Ask either tool you have built so far to describe a street and it answers half the question. Section 24.1 gives a class to every pixel but no sense of separate objects; Section 24.2 gives a separate mask to every object but says nothing about the background and is happy to let masks overlap. Neither alone produces a complete scene description. A self-driving stack, a robot mapping a room, or a system captioning a photo wants both: where is the drivable road (stuff), and exactly which and how many pedestrians are on it (things), with every pixel accounted for. This complete-partition goal echoes the classical region-partitioning of Chapter 11, where watershed and graph cuts carved an image into non-overlapping regions by hand-designed energy rather than learned classes. Panoptic segmentation, defined by Kirillov and colleagues in 2019, is the task that demands this complete answer.

1. Things, Stuff, and the Panoptic Output Format Beginner

The vocabulary matters because it shapes the task. Things are categories whose instances you can count and point to: person, car, dog, bicycle. Stuff is categories with no natural instances, where counting makes no sense: sky, road, vegetation, water, wall. The same scene contains both, and the panoptic task treats them by one rule. Every pixel receives a pair $(c, k)$: a class label $c$, and an instance id $k$. For thing classes, $k$ distinguishes the individual objects (car 1, car 2). For stuff classes, $k$ is ignored, all pixels of "sky" share one region. The hard constraint is that the assignment is a partition: every pixel gets exactly one pair, so the segments are mutually exclusive and collectively exhaustive. Figure 24.3.1 shows how panoptic sits between the two tasks you know.

Semantic person (merged) sky road classes only, things merge Instance person 1 person 2 things counted, no stuff Panoptic p 1 p 2 sky road every pixel, things + stuff
Figure 24.3.1: The three views of the same scene. Semantic segmentation (left) labels classes but merges the two people into one region. Instance segmentation (center) separates the things but ignores sky and road. Panoptic segmentation (right) does both: every pixel carries a class, things keep distinct instance identities (p 1, p 2), stuff is labeled as single regions, and nothing is left blank or claimed twice.

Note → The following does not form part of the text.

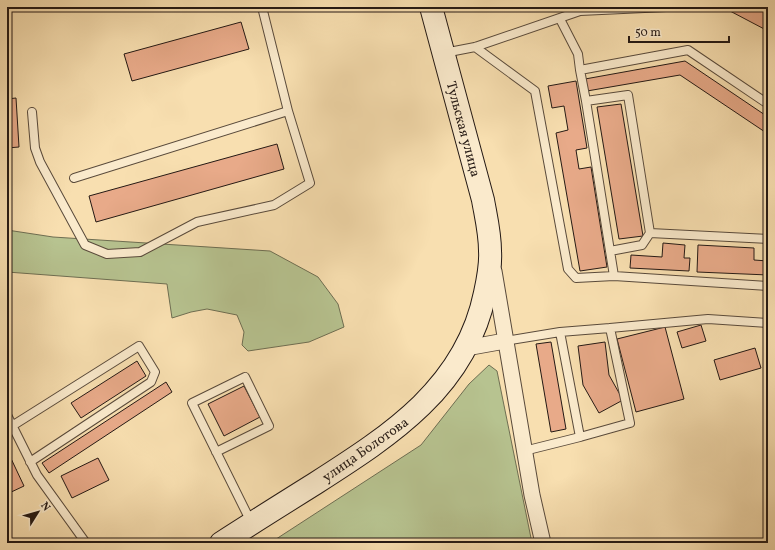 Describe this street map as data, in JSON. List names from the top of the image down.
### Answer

That partition constraint is exactly what neither earlier task enforces. Instance masks from Mask R-CNN can overlap, two boxes both claiming a pixel, and they leave the background unlabeled. Producing a valid panoptic map therefore requires a merge step that resolves conflicts and fills the gaps, which is the subject of subsection 2.

Fun Fact

The cleanest test for "thing versus stuff" is a grammar test, not a vision test: if the plural sounds natural with a number in front of it (three cars, two dogs), it is a thing; if it does not (three skies? two grasses?), it is stuff. The word "panoptic" itself is borrowed from Bentham's 18th-century Panopticon, the prison designed so a single guard could watch every cell at once. Fitting: a panoptic segmenter is the one model from which no pixel can hide. The mnemonic to keep: things you can count, stuff you can only point at.

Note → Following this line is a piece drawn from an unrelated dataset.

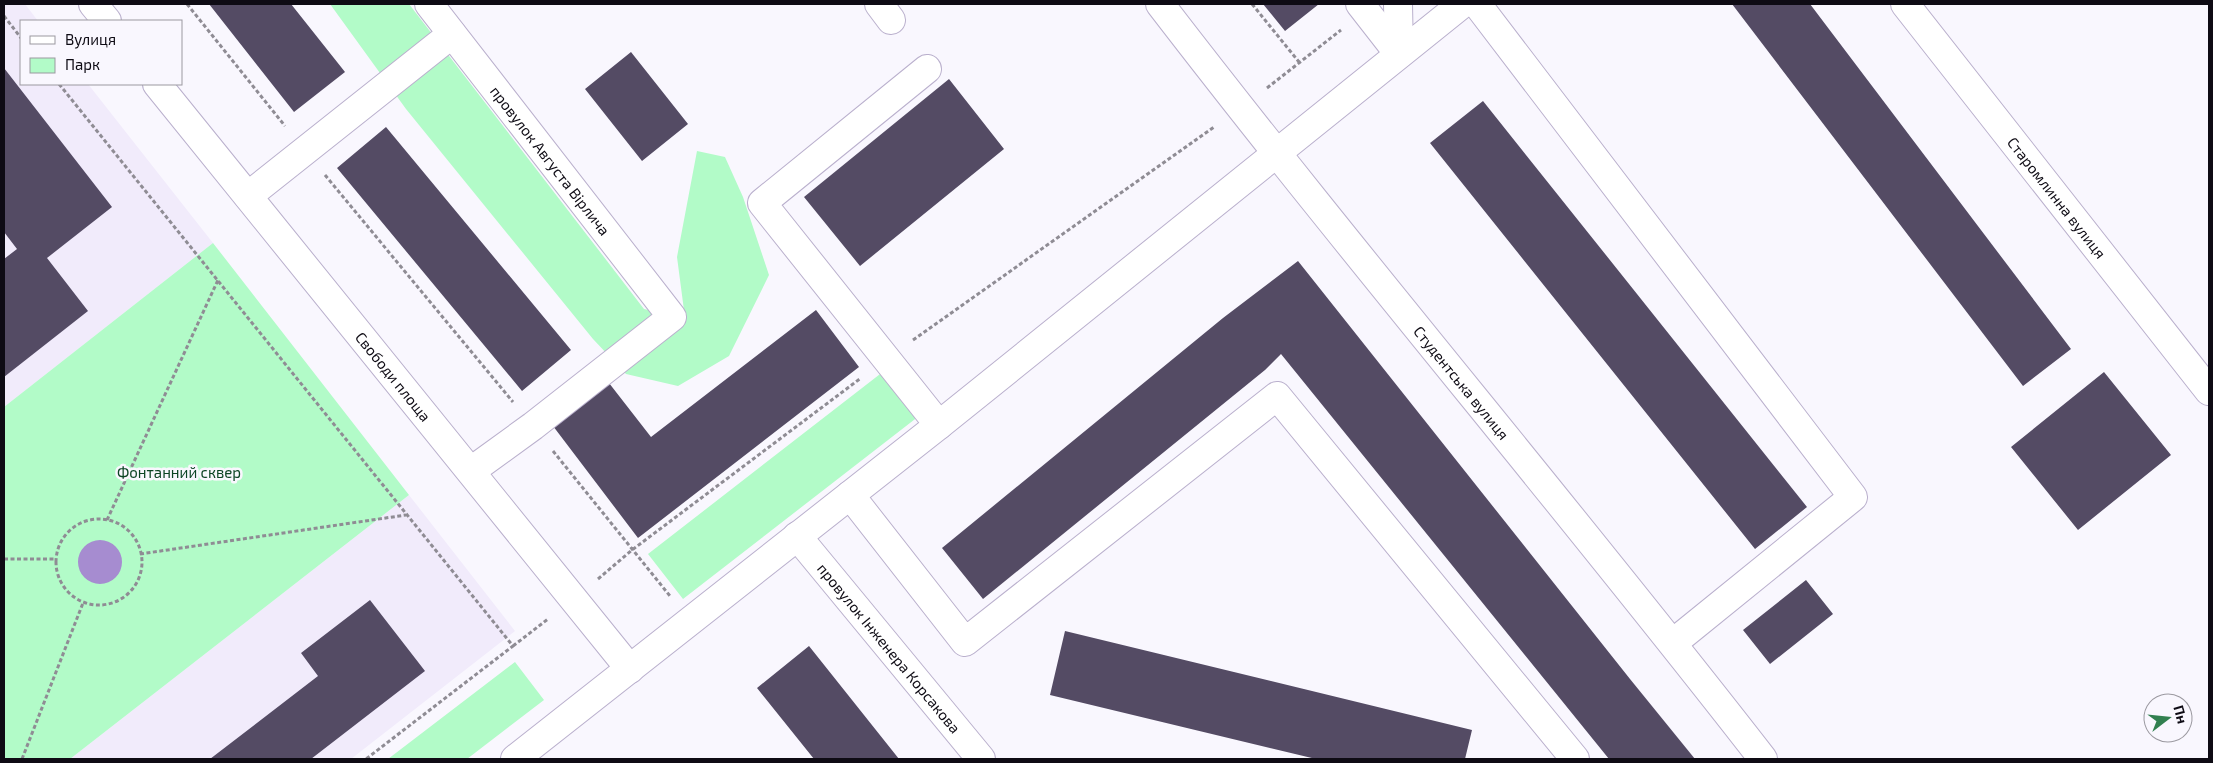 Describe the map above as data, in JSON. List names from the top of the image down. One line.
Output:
{"streets":{"street":["провулок Августа Вірлича","Старомлинна вулиця","Свободи площа","Студентська вулиця","провулок Інженера Корсакова"]},"parks":["Фонтанний сквер"],"legend":["Вулиця","Парк"],"north":"right"}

Key Insight: One Partition, Two Question Types

Panoptic segmentation is not a third, unrelated task; it is the constraint that the answers to "what class" (everywhere) and "which instance" (for things) be a single consistent partition of the image. The deep payoff is that this constraint is what later let a single architecture, the mask transformers of Section 24.4, do all three tasks at once: if your model predicts a set of non-overlapping masks each with a class, then reading it as semantic, instance, or panoptic output is just a matter of how you group and report the masks. The partition view turned three research communities into one.

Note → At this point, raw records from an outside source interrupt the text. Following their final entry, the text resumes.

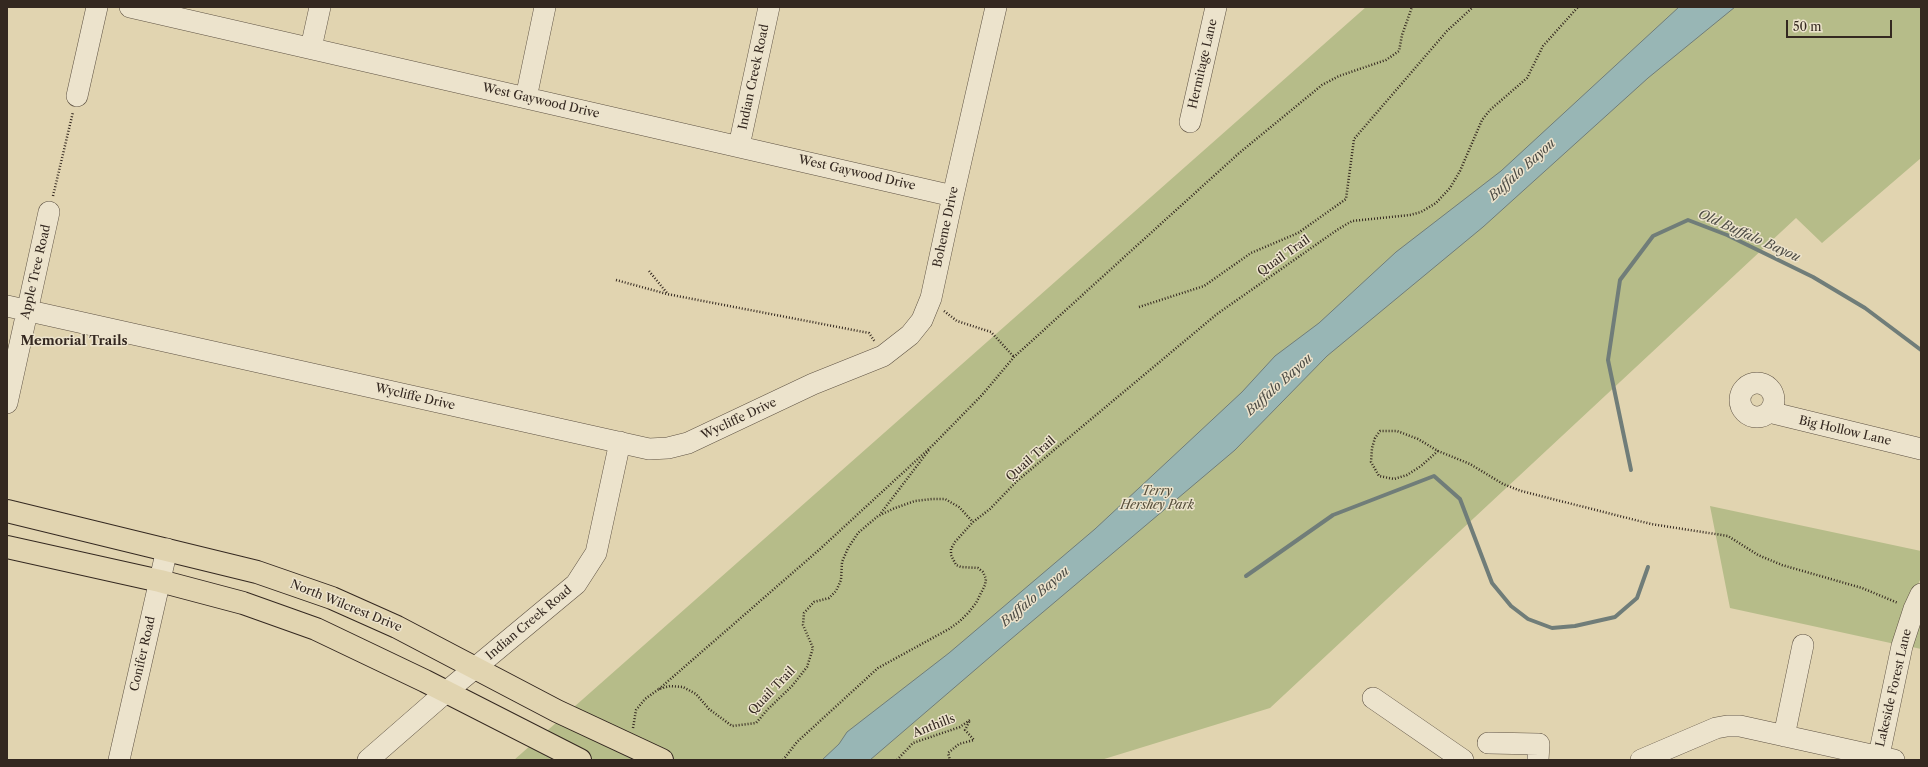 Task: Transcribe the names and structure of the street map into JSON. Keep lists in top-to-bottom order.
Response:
{
  "streets": {
    "main road": ["North Wilcrest Drive"],
    "street": [
      "Hermitage Lane",
      "Indian Creek Road",
      "West Gaywood Drive",
      "Boheme Drive",
      "Apple Tree Road",
      "Wycliffe Drive",
      "Big Hollow Lane",
      "Conifer Road",
      "Lakeside Forest Lane"
    ],
    "path": ["Quail Trail", "Anthills"]
  },
  "crossings": [
    ["Indian Creek Road", "West Gaywood Drive"],
    ["Indian Creek Road", "Wycliffe Drive"],
    ["Indian Creek Road", "North Wilcrest Drive"],
    ["West Gaywood Drive", "Boheme Drive"],
    ["Boheme Drive", "Wycliffe Drive"],
    ["Apple Tree Road", "Wycliffe Drive"],
    ["North Wilcrest Drive", "Conifer Road"]
  ],
  "districts": ["Memorial Trails"],
  "water": ["Buffalo Bayou", "Old Buffalo Bayou"],
  "parks": ["Terry Hershey Park"],
  "scale_bar": "50 m"
}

2. Merging Semantic and Instance Predictions Intermediate

The first panoptic systems were built by combining the two networks you already have: a semantic segmenter for stuff and an instance segmenter (Mask R-CNN) for things, with a heuristic merge that turns their outputs into a clean partition. The merge resolves three kinds of conflict. First, overlapping instance masks: sort instances by confidence and paint them in order, so a higher-confidence object wins any contested pixel. Second, thing-versus-stuff conflict: where an instance mask and a semantic stuff region disagree, the thing instance takes precedence (a person standing on the road is person, not road). Third, gaps: any pixel left unlabeled after instances are painted falls back to the semantic prediction, and very small stuff regions below a threshold are discarded as noise. The code below implements this canonical merge.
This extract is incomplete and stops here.